- Required action -
Every entry in the following data should be output exactly.

- Data shown -

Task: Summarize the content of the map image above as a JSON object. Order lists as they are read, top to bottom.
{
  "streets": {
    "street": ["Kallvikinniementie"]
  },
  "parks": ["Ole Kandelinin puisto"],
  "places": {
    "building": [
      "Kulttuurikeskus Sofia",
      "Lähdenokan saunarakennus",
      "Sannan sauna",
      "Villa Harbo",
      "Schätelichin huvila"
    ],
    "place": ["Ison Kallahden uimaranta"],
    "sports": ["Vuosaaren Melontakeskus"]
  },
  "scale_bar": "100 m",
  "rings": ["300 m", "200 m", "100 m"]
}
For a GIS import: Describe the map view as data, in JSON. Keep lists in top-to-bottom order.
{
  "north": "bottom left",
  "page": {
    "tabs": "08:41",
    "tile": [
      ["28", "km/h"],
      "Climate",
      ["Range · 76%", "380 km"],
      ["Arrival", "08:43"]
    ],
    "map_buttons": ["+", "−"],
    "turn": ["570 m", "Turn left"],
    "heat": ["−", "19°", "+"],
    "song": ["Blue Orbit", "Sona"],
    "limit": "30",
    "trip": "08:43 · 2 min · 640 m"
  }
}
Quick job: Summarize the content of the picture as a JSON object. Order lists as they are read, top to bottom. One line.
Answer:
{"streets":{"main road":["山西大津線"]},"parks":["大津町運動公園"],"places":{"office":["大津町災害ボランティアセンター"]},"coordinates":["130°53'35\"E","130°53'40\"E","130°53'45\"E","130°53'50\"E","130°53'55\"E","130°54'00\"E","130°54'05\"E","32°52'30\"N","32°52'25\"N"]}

- Your response -
Task: Summarize the content of the map image above as a JSON object. Order lists as they are read, top to bottom.
{
  "streets": {
    "street": ["Kallvikinniementie"]
  },
  "parks": ["Ole Kandelinin puisto"],
  "places": {
    "building": [
      "Kulttuurikeskus Sofia",
      "Lähdenokan saunarakennus",
      "Sannan sauna",
      "Villa Harbo",
      "Schätelichin huvila"
    ],
    "place": ["Ison Kallahden uimaranta"],
    "sports": ["Vuosaaren Melontakeskus"]
  },
  "scale_bar": "100 m",
  "rings": ["300 m", "200 m", "100 m"]
}
For a GIS import: Describe the map view as data, in JSON. Keep lists in top-to-bottom order.
{
  "north": "bottom left",
  "page": {
    "tabs": "08:41",
    "tile": [
      ["28", "km/h"],
      "Climate",
      ["Range · 76%", "380 km"],
      ["Arrival", "08:43"]
    ],
    "map_buttons": ["+", "−"],
    "turn": ["570 m", "Turn left"],
    "heat": ["−", "19°", "+"],
    "song": ["Blue Orbit", "Sona"],
    "limit": "30",
    "trip": "08:43 · 2 min · 640 m"
  }
}
Quick job: Summarize the content of the picture as a JSON object. Order lists as they are read, top to bottom. One line.
Answer:
{"streets":{"main road":["山西大津線"]},"parks":["大津町運動公園"],"places":{"office":["大津町災害ボランティアセンター"]},"coordinates":["130°53'35\"E","130°53'40\"E","130°53'45\"E","130°53'50\"E","130°53'55\"E","130°54'00\"E","130°54'05\"E","32°52'30\"N","32°52'25\"N"]}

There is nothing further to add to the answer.